Ein schlichtes Zelt aus Holz

Nun bittet sie also in London zu Tisch: „A table!“ nennt sie ihren Entwurf für den Sommerpavillon in Kensington Gardens. Vor dem kleinen klassizistischen Galeriegebäude steht er aufgeschlagen wie ein Zelt. Er besteht ganz aus Holz. Ein sternförmig gefaltetes Dach liegt nur punktweise auf einer Reihe Stützen auf; durchbrochen gemusterte Tafeln fassen sie als Wände ein oder lassen in regelmäßigem Rhythmus Durchgänge von allen Seiten frei. Diese Außenwände wirken dadurch leicht wie Paravents. Eine Brise zieht durch den Pavillon – welch ein angenehmes Gefühl beim Besuch, nachdem man bei 30°C über die trockenen Rasenflächen des großen Parks gewandert ist.

Foto: © Iwan Baan
Ein Highlight des Serpentine Pavillon ist das sternförmig gezackte Holzdach, welches von Stützen getragen wird.

Zugängliche Architektur mit funktionaler Bequemlichkeit

Zu Tisch kann man sich tatsächlich setzen. Ganz im Gegensatz zu wesentlich abstrakteren Entwürfen in den Vorjahren, die eher begehbaren Skulpturen glichen, handelt es sich hier um ein praktisches, nutzbares Gehäuse, bestückt mit niedrigen, im Kreis angeordneten Hockern und Tischen aus rostrot gebeiztem Holz. An einer Bar kann man Getränke und ein mediterranes Bio-Menü bestellen, für das Lina Ghotmeh ebenfalls Vorschläge gemacht hat.

Fotos: Sabine Schneider
Die Besucherinnen und Besucher können an niedrigen Holzstühlen Platz nehmen und in dem einfachen Setting gemeinsam Zeit verbringen.
Fotos: © Iwan Baan
Zur praktischen und minimalistischen Inneneinrichtung stehen die semi-transparenten Außenwände.
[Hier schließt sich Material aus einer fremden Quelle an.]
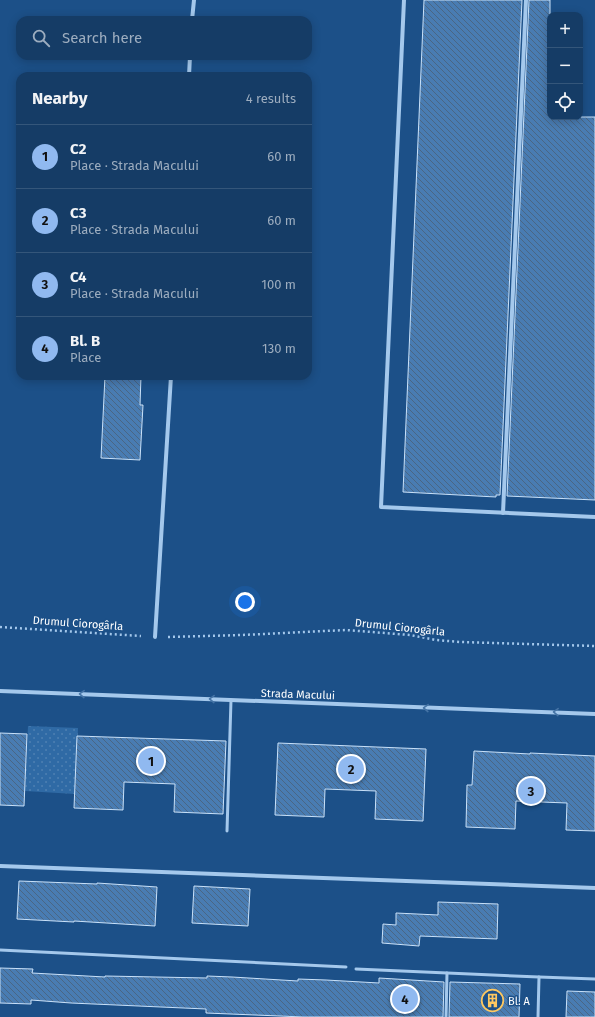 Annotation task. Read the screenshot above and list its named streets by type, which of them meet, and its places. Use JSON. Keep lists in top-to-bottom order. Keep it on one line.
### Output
{"streets":{"street":["Strada Macului"],"path":["Drumul Ciorogârla"]},"one_way":["Strada Macului"],"places":{"building":["Bl. A"]},"page":{"map_buttons":["+","−"],"search":"Search here","heading":["Nearby","4 results"],"list":[{"mark":"1","name":"C2","note":"Place · Strada Macului","value":"60 m"},{"mark":"2","name":"C3","note":"Place · Strada Macului","value":"60 m"},{"mark":"3","name":"C4","note":"Place · Strada Macului","value":"100 m"},{"mark":"4","name":"Bl. B","note":"Place","value":"130 m"}],"pins":["1","2","3","4"]}} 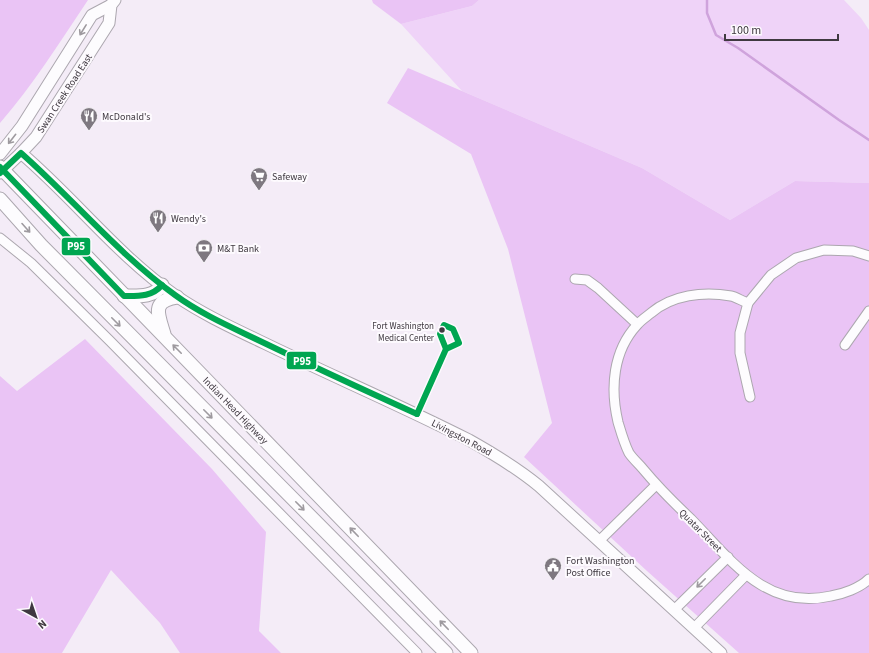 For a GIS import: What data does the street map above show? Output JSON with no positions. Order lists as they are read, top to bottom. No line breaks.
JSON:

Durchlüfteter Raum inmitten von heißen Sommertagen

Zusätzlich wird der warm-hölzern getönte Innenraum über einen zentralen runden Oculus belichtet. Von unten betrachtet wirkt das neuneckige Dach wie ein gewelltes Blatt mit Rippen. Auch die Wandtafeln weisen ein Blattmuster auf, und der breite Dachüberstand, der umlaufend einen Rundgang bildet, verschattet sie und sorgt so zusätzlich für eine angenehme Innentemperatur. In ästhetischer Hinsicht könnte es sich auch um eine Rundhütte in der Südsee handeln.

Fotos: Sabine Schneider
Ein ausgestochenes Formmuster in den Wänden gibt Struktur, klimatisiert das Gebäude auf natürliche Weise und vermittelt durch den Blatt-ähnlichen Rhythmus einen Urlaubs-Flair.

Einfacher Ort der Begegnung

Einige Kritiker kreiden dem Entwurf zu wenig künstlerische Attitüde und einen mangelnden intellektuellen Überbau an. Dagegen spricht der Erfolg des Pavillons bei Besucherinnen und Besuchern: Das schattige Ambiente ist willkommen, alle Hocker sind schnell belegt, ganze Familien nehmen sich die Sitzgelegenheiten, so wie es ihnen gefällt, und setzen sich zum Essen zusammen. Ist der Sommer vorbei, kann der luftige Leichtbau, der nur auf kleinen, punktförmigen Betonfundamenten steht, einfach auseinandergenommen und an anderer Stelle wieder aufgebaut werden. Nachhaltigkeit, Schönheit und Gebrauchstüchtigkeit sind bei Lina Ghotmeh offenbar Selbstverständlichkeiten, über die man nicht groß reden muss.

Erstmals war bei dem Serpentine Pavillon 2022 kein Architekt für den Entwurf verantwortlich, sondern ein Künstler – Theaster Gates. Das Ergebnis ist eine eher düstere Erscheinung, eine „Black Chapel“, in der die Party-Stimmung nach den Wellen der Corona-Pandemie wieder auferlebt wurde.